Yes. Most healthy succulents without water for two weeks will be fine. Many do not even notice the gap. Picture leaving on a two-week trip with a pot of echeveria on the windowsill. You water it well the morning you head out. You come home fourteen days later to plump, firm leaves and no damage at all. This is the normal outcome, not luck.
The idea of succulents two weeks no water worries new growers. Most houseplants would wilt fast. Succulents play by other rules. They grew up in dry places where rain shows up only now and then. So a two-week dry spell is closer to their natural rhythm than a daily drink. A skipped week is almost never the thing that hurts them.
Here is the technical reason. Drought tolerant succulents store water inside thick leaves, stems, and roots. A single fat leaf is a small water tank. They also run a process called CAM photosynthesis. Most plants open their pores in the hot day. Succulents open theirs at night instead. They take in carbon dioxide in the dark, and that cuts how much water they lose to the air. A 2017 study in The Plant Cell traced this CAM pathway as the key trait that lets them thrive on so little water.
So your plant is not just hanging on through the dry stretch. It is doing what its body was built to do. The stored water carries it through. The night-time breathing keeps the loss low. That pairing is why a missed watering is no emergency.
Extension guides back this up with clear numbers. Iowa State Extension and the UC Master Gardeners give the same advice. They put the normal cadence at two to three weeks between waterings during active growth. In the cooler months it stretches further. Many succulents rest in winter. Guides from the University of Minnesota and from Clemson note this. In that rest phase they need only occasional light watering. Once a month or less is plenty for some. So your two-week gap sits well inside that safe window, in any season.
Plant type matters a little too. A thick jade plant or a fat-leaved aloe holds more water than a thin-leaved string of pearls. The chunky ones can coast even longer than two weeks. A pot size plays a part as well. A small pot dries out faster than a deep one, since it holds less soil. Even so, two weeks is short for almost any healthy succulent in normal indoor light.
When you do leave, give one deep soak the day before you go. Water until it runs out the drainage hole. Then let the pot drain all the way. A full load of moisture in the soil and leaves lasts far longer than small top-ups. It also spares you the risk of soggy roots while you are gone. Topping off with little splashes does more harm than good. One big drink wins every time.
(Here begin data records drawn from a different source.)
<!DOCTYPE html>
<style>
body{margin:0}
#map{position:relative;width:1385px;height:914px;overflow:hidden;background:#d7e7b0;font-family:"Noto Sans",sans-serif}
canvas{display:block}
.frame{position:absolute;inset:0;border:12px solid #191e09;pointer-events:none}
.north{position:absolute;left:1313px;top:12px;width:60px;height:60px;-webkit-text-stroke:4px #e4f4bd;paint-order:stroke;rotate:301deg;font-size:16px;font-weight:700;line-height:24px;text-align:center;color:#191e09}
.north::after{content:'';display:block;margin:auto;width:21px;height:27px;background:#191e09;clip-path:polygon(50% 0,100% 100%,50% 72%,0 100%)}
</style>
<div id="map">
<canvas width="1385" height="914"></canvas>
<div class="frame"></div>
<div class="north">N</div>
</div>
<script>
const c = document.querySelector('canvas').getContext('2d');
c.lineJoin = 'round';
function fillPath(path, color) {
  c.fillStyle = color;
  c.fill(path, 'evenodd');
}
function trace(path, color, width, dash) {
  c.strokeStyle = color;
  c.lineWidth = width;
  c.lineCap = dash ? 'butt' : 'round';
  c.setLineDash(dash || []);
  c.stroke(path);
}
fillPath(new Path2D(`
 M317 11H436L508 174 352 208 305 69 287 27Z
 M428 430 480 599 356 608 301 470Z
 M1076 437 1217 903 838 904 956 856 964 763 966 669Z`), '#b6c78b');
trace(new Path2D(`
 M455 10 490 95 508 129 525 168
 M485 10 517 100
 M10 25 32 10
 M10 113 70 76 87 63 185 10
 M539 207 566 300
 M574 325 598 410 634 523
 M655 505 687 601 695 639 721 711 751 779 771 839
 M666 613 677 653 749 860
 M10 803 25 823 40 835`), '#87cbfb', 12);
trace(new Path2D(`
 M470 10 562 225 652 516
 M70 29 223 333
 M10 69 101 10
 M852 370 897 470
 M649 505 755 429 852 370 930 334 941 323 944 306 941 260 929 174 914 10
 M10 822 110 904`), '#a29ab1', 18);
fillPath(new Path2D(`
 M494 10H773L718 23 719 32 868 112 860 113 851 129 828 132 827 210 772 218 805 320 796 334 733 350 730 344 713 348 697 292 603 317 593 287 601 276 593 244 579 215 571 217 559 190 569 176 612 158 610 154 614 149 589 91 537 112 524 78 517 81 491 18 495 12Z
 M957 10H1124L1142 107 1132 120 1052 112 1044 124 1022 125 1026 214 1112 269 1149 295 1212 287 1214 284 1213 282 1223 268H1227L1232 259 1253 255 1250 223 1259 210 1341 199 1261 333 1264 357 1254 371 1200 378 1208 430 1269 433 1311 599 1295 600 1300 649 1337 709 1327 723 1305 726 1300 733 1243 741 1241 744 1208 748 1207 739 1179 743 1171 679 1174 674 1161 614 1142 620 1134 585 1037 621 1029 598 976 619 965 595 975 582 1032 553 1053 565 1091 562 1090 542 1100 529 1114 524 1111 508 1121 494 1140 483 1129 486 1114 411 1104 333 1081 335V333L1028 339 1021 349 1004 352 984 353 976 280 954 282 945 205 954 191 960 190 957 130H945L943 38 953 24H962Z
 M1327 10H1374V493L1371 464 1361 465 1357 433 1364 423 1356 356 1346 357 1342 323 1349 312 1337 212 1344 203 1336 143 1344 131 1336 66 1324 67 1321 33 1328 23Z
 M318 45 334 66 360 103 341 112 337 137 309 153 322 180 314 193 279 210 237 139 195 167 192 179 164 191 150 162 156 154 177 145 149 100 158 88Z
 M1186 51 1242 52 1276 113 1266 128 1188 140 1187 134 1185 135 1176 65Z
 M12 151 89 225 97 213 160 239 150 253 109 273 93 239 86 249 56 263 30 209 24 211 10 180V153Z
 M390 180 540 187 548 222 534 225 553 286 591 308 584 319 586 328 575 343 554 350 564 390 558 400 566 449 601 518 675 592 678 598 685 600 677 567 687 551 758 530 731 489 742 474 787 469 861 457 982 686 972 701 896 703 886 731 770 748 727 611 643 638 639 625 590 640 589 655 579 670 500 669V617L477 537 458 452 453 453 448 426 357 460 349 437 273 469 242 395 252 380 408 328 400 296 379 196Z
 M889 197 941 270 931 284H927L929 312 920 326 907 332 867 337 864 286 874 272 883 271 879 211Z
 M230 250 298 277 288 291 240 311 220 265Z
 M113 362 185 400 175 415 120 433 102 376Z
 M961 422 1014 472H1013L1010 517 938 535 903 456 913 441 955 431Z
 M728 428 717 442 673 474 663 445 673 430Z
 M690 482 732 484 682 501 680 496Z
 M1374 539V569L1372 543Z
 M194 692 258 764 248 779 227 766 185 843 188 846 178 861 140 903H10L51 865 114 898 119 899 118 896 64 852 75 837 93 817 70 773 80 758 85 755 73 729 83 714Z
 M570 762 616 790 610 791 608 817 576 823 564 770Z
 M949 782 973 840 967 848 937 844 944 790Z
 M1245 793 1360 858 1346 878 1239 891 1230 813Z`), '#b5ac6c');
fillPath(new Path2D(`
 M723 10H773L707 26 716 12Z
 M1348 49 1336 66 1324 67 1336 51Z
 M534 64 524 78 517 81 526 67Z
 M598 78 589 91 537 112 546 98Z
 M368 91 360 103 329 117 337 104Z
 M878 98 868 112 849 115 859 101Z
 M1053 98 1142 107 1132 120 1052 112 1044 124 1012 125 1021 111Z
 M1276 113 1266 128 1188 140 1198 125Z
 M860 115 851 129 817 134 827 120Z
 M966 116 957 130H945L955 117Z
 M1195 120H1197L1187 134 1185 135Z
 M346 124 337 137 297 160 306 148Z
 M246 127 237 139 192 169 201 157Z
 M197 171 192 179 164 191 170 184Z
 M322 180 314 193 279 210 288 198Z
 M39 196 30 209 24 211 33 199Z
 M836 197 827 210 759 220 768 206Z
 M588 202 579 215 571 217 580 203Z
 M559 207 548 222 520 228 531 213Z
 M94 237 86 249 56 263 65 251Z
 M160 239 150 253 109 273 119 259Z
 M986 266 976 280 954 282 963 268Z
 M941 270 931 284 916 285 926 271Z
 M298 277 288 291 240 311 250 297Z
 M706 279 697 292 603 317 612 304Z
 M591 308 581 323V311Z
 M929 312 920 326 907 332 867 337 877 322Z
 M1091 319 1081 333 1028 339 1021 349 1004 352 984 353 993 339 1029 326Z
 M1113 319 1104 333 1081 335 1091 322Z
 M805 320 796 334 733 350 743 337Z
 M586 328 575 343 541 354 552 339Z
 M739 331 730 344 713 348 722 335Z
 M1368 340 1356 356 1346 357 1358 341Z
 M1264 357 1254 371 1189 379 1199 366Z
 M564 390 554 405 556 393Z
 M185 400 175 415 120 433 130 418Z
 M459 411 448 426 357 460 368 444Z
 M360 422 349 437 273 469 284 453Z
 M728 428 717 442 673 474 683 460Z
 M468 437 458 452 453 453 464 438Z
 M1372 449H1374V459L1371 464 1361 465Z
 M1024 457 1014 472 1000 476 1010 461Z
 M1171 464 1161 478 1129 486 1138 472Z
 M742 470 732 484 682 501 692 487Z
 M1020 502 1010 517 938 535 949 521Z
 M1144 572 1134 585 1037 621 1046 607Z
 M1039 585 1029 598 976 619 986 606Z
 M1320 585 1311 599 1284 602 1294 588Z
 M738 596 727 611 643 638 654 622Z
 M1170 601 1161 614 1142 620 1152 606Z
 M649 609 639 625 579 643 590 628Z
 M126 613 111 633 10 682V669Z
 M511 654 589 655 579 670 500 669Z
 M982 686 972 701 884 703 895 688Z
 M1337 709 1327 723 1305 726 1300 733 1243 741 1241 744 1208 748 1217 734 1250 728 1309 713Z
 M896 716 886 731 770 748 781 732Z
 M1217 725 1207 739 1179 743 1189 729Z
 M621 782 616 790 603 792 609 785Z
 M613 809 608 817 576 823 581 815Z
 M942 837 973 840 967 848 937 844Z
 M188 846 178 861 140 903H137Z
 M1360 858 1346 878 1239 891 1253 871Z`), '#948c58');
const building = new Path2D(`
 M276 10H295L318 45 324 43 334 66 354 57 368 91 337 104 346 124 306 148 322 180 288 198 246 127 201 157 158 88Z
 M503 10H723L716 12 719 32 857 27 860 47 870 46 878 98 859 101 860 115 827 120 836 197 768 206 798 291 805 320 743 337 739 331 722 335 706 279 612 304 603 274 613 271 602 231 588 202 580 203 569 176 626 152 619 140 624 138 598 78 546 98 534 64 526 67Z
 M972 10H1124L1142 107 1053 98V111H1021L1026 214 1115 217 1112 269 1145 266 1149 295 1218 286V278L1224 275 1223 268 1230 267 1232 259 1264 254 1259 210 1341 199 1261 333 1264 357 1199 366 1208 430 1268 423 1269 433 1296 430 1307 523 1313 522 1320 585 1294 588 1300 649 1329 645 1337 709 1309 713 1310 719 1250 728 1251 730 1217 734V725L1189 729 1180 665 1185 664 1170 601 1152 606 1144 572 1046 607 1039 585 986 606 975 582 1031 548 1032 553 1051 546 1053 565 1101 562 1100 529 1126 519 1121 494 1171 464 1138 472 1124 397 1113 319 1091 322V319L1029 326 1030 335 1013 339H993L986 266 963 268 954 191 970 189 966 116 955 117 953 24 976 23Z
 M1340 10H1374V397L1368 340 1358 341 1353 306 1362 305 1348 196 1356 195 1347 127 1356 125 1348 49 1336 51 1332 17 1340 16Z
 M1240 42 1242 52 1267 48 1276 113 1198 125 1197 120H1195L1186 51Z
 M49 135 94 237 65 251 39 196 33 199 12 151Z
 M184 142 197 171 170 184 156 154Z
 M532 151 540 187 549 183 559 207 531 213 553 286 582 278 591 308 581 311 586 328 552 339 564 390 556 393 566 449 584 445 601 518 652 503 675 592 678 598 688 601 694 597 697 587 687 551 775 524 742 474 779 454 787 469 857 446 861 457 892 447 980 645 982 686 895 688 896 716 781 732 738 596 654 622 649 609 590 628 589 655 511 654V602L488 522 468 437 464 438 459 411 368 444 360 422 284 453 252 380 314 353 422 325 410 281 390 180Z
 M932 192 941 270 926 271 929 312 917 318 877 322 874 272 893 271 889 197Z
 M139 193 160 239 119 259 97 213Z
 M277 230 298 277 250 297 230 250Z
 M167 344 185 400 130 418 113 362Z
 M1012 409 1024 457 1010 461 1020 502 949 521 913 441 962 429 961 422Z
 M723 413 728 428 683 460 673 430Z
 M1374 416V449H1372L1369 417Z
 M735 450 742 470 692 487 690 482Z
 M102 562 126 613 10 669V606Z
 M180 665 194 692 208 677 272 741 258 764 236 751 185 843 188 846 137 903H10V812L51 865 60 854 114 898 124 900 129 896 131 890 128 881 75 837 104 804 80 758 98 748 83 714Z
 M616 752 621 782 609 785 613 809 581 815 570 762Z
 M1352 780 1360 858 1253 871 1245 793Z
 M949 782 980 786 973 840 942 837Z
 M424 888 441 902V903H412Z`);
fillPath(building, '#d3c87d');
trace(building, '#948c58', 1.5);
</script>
The real thing to fear is the opposite habit. Far more succulents die from overwatering than from a dry spell. Constant moisture rots the roots. If you are ever unsure, wait. Your thirsty succulent shows soft, wrinkled leaves and bounces back within a day of a good drink. A rotting one turns mushy and black, and that damage does not undo. So lean toward less water. Leaving your succulents without water for two weeks then becomes a non-event, and you can travel with a clear head.
Heading away for two weeks? Give a thorough soak the day before you leave, set the pot in bright indirect light, and your succulent will handle the dry stretch easily.